Estos cinco poetas dominicanos no solo representan el vigor de la poesía contemporánea, sino que también demuestran cómo la literatura ha tomado un rumbo hacia la internacionalización. En sus palabras resuenan las experiencias de una isla que, sin embargo, se tienden hacia la universalidad de las emociones humanas. Son libros que nos recuerdan que, a pesar de la lluvia, la poesía siempre encuentra su lugar en el corazón de quienes la buscan.

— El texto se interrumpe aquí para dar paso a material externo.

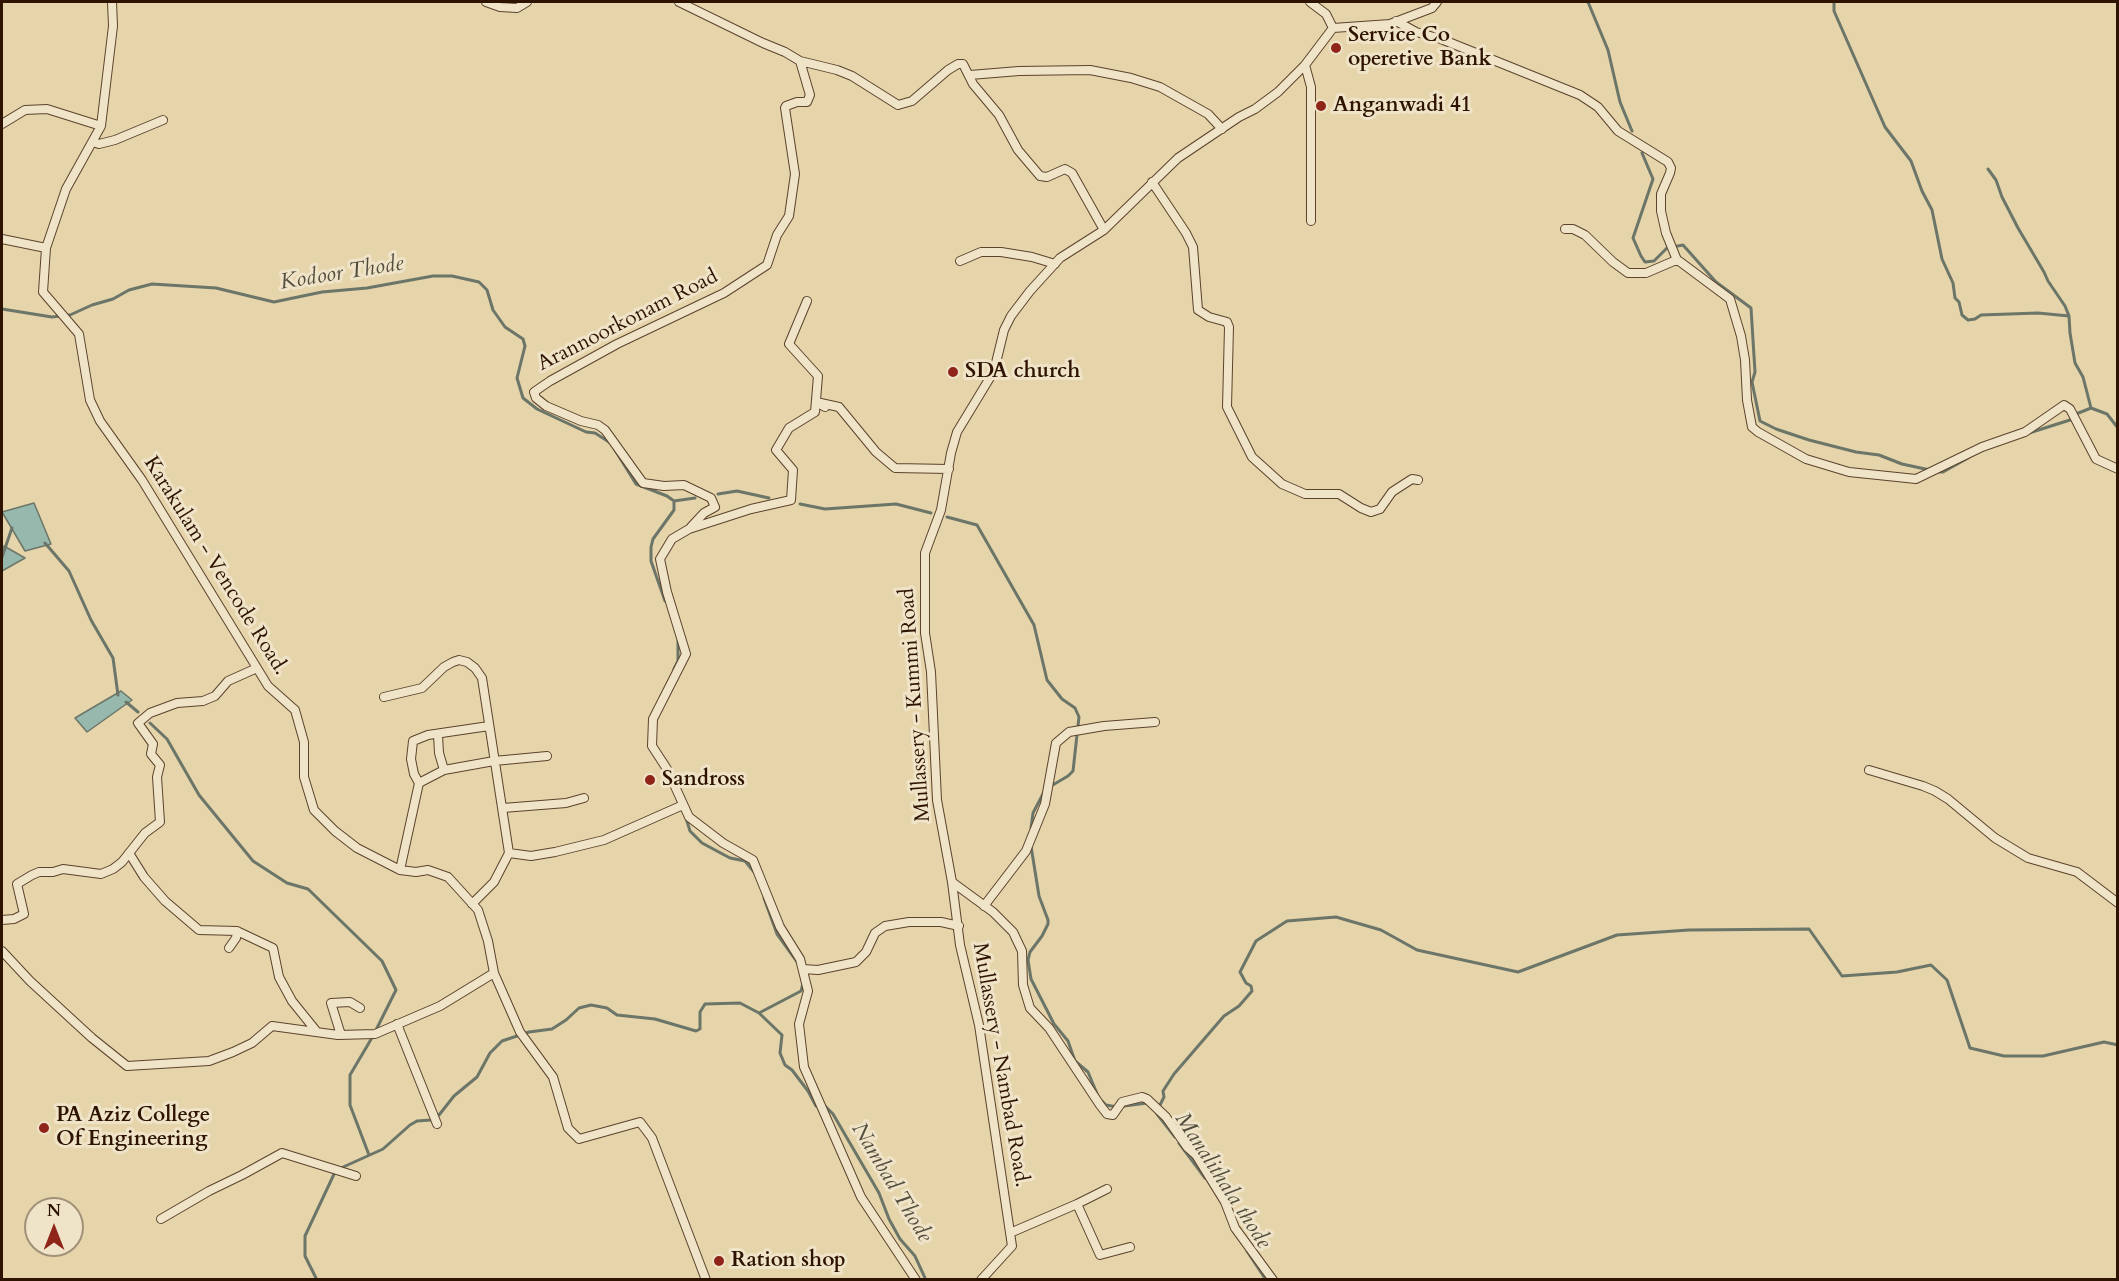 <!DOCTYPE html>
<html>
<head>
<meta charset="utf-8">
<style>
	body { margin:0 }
	#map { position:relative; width:2119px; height:1281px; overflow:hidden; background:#e6d4ab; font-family:Cardo,serif }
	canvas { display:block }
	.frame { position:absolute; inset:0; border:3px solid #2e1300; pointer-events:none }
	.north { position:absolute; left:24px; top:1197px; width:60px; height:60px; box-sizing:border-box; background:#efe3c8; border:2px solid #a29078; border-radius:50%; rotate:0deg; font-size:16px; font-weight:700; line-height:24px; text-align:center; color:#2e1300 }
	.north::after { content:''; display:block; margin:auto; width:21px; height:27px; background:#8f2418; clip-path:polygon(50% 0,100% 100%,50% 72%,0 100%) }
</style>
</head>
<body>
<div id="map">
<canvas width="2119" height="1281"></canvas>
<div class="frame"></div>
<div class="north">N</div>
</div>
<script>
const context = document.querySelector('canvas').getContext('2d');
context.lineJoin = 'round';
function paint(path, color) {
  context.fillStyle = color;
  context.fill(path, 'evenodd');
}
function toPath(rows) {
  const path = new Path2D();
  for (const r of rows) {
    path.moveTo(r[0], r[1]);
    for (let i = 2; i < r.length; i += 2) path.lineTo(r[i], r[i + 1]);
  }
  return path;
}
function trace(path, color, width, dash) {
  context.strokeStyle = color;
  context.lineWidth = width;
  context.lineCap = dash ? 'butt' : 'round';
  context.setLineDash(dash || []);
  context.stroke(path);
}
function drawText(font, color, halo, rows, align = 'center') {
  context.font = font + ' Cardo,serif';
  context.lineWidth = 6;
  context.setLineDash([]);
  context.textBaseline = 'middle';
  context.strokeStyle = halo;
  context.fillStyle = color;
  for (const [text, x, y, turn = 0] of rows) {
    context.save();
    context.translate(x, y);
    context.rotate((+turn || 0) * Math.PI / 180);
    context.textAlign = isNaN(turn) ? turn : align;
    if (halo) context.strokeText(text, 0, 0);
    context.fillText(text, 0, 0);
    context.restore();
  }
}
const water = toPath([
	[34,503,51,544,25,551,2,512,34,503],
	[4,546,25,558,2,571,2,548,4,546],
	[121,691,132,700,87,732,75,718,121,691]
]);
paint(water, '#96b8ad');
trace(water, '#6c7668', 1.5);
trace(toPath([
	[1588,2,1608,50,1620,102,1632,131],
	[1834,2,1834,11,1885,127,1911,161,1922,191,1932,210,1942,259,1953,283,1955,298,1959,302,1962,315,1968,320,1975,319,1981,315,2038,313,2069,316],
	[1642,153,1653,179,1633,238,1641,256,1645,262,1654,261,1667,248,1683,245,1716,282,1751,308,1755,372,1752,382,1760,421,1776,429,1809,440,1856,452,1879,455,1902,464,1930,470],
	[1988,169,1996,180,2002,197,2018,228,2044,272,2048,281,2065,306,2069,316,2070,333,2075,363,2083,377,2091,408,2107,414,2118,428],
	[2,309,52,317,70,315,92,305,113,299,129,290,152,284,216,288,274,302,322,292,367,288,433,276,452,276,479,282,487,290,493,310,505,327,523,339,525,346,517,378,523,398,537,409,586,432,595,433,609,442],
	[2029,433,2070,420,2076,414,2091,408],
	[615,450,636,484,667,496,674,501,674,510,653,539,651,547,651,561,665,601],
	[1939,472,1943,472,1968,458],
	[718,494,737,491,769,498],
	[674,501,695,498],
	[800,504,825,509,896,504,931,513],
	[947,517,977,525,1034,625,1047,680,1062,699,1075,708,1079,717,1073,771,1068,776,1051,786],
	[45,543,69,571,91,620,113,658,118,695],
	[2,557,12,528],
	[674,669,678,661,678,641],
	[126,702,138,712],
	[150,723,167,739,199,795,253,861,287,883,308,889,382,961,396,990,376,1030],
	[686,818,690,831,702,843,730,858,745,861,754,872],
	[1031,828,1033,813,1044,792],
	[1031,846,1039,896,1048,920,1048,924,1042,936,1030,952,1028,960,1031,979,1054,1024,1068,1041,1075,1061,1088,1072,1098,1096],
	[764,898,777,934,798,963],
	[803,984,801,991,759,1013,782,1035,780,1053,785,1065,792,1070,808,1091,816,1106,825,1106,833,1114,879,1193,889,1219,900,1239,915,1256,926,1280],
	[1102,1101,1106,1105,1117,1107,1147,1103],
	[1159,1107,1164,1097,1163,1091,1174,1074,1224,1016,1239,1006,1252,991,1251,986,1246,983,1240,972,1256,941,1287,921,1336,917,1381,930,1417,950,1518,972,1617,935,1689,930,1809,929,1842,976,1897,972,1931,965,1947,980,1970,1048,2004,1056,2043,1056,2104,1042,2118,1045],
	[1157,1114,1175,1137],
	[1179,1143,1205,1178],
	[369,1155,350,1105,350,1075,373,1036],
	[341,1168,383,1149,410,1125,417,1121,431,1120,439,1115,454,1096,477,1077,490,1053,502,1041,529,1032,552,1029,566,1020,579,1008,591,1005,607,1008,617,1015,655,1019,696,1031,700,1029,700,1012,705,1004,740,1003,759,1013],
	[1247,1251,1266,1280],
	[317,1280,305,1256,305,1236,335,1172]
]), '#6c7668', 3);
const street = toPath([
	[112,2,113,26,101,126,66,189,46,248,43,292,79,334,90,400,100,421,142,480,268,686,295,710,304,742,304,777,314,810,335,831,357,848,400,870,416,872,428,870,448,877,478,910,488,941,494,973,520,1032,553,1077,568,1128,579,1139,640,1122,652,1138,706,1280],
	[486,2,500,7,517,8,527,2],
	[679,2,763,43,785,52,800,61,837,70,852,76,898,105,912,101,948,70,958,64,963,64,973,84,999,115,1018,150,1040,176,1047,177,1065,169,1072,173,1104,230],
	[1310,2,1326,14,1333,28],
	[1396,21,1416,32,1441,39,1580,95,1598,107,1618,131,1668,162,1671,168,1670,173,1661,194,1661,211,1666,233,1677,260],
	[1305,65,1311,87,1311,221],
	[970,75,1019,71,1090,70,1131,78,1160,87,1208,114,1222,129],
	[2,124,25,110,47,109,101,126],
	[93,142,99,144,115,140,163,120],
	[1152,182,1186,233,1193,247,1198,310,1209,317,1227,322,1229,327,1227,407,1252,457,1282,484,1305,494,1339,494,1361,508,1371,512,1380,509,1392,492,1398,488,1412,479,1418,480],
	[1565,229,1573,229,1585,235,1613,262,1628,273,1646,273,1674,261,1679,261,1730,299,1741,336,1745,360,1747,400,1752,427,1758,432,1806,459,1849,472,1916,479,1982,447,2025,432,2064,405,2070,409,2096,459,2118,469],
	[2,239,46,248],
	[960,261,981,252,1001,252,1032,257,1055,264],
	[807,301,789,344,818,376,815,412,789,428,776,450,793,470,791,500,751,509,689,529,672,539,660,559,667,592,686,654,653,719,652,746,667,769,689,817,723,843,753,860,780,927,800,959,808,991,799,1024,804,1067,861,1197,916,1280],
	[825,407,816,402,839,407,876,452,895,468,949,469],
	[691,527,704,513,715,507,711,498,684,485,664,486,643,483,605,430,598,425,581,421,546,406,536,398,534,392,550,381,617,344,724,293,767,265,777,235,789,216,795,174,785,108,786,106,797,102,807,102,810,95,800,61],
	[384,697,422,688,444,667,453,662,459,660,467,662,475,668,482,678,509,853,531,856,555,852,604,840,683,805],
	[438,735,439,753,444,770],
	[1869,770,1923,786,1935,791,1948,799,1995,838,2028,858,2077,872,2118,903],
	[419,783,444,770,494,761,547,756],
	[503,808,566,803,584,798],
	[129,853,144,877,165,901,199,930,237,931,273,948,279,977,292,1001,317,1032],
	[400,870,419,783,414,774,411,759,413,741,428,735,489,726],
	[952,882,960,945,979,1025,1012,1246,981,1280],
	[472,904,494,882,509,853],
	[984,906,1026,851,1045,804,1056,743,1069,732,1104,726,1155,722],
	[2,920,14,919,24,914,17,884,32,875,39,872,53,872,63,869,101,874,113,869,122,862,145,833,160,822,157,777,160,765,151,754,153,744,138,723,150,713,177,703,203,701,215,696,228,681,257,668],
	[229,948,236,938,237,931],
	[2,951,30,981,92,1038,127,1066,209,1061,233,1052,252,1043,272,1026,338,1035,375,1034,440,1006,494,973],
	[803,969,818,970,856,962,866,952,875,933,885,926,909,922,941,922,959,926],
	[397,1024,437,1124],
	[341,1035,331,1003,350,1002,360,1008],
	[1077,1204,1107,1189],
	[161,1219,209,1191,242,1175,282,1153,356,1176],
	[1010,1233,1077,1204,1100,1255,1130,1247],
	[1273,1280,1235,1228,1225,1202,1196,1155,1187,1147,1166,1117,1147,1099,1142,1097,1122,1102,1113,1115,1107,1114,1100,1105,1049,1028,1030,1008,1023,985,1022,951,1013,932,993,912,952,882,937,800,931,672,925,633,925,553,941,510,951,453,957,432,994,371,1004,330,1011,316,1030,291,1060,258,1104,230,1178,158,1239,117,1255,109,1278,92,1305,65,1333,28,1390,24,1432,8,1437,2]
]);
trace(street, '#5c432b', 10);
trace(street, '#efe3c8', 8);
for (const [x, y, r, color] of [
	[1336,48,6,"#8f2418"],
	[1321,106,6,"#8f2418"],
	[953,372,6,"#8f2418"],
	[650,780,6,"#8f2418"],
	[44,1128,6,"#8f2418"],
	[719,1261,6,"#8f2418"]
]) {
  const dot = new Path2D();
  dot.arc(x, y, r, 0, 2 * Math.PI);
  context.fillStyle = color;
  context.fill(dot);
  trace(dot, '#efe3c8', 2);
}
drawText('bold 21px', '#2e1300', '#efe3c8', [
	["Service Co",1348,36],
	["operetive Bank",1348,60],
	["Anganwadi 41",1333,106],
	["SDA church",965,372],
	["Sandross",662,780],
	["PA Aziz College",56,1116],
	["Of Engineering",56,1140],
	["Ration shop",731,1261]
], 'left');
drawText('21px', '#2e1300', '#efe3c8', [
	["Arannoorkonam Road",628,321,-27],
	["Karakulam - Vencode Road.",215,566,58],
	["Mullassery - Kummi Road",916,705,-94],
	["Mullassery - Nambad Road.",1000,1065,80]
]);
drawText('italic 22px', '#524d3d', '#efe3c8', [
	["Kodoor Thode",342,274,-9],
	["Manalithala thode",1222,1181,57],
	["Nambad Thode",891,1183,59]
]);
</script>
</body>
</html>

Así que, mientras las gotas caen sobre la Feria Internacional del Libro, estos cinco poetas nos invitan a refugiarnos en la fuerza de sus versos, a encontrar en sus palabras un refugio contra la tempestad y, quizás, una luz que ilumine nuestras propias vidas. En esta feria, “brilla sobre mí un sol que invento, la palabra más larga, cae sobre la cabeza de turco, haciéndome una invitación al vuelo donde todo es aire, pero la poesía nos brinda un respiro y una pausa, una oportunidad de volar sobre las nubes, llevados por la indomable fuerza de la palabra.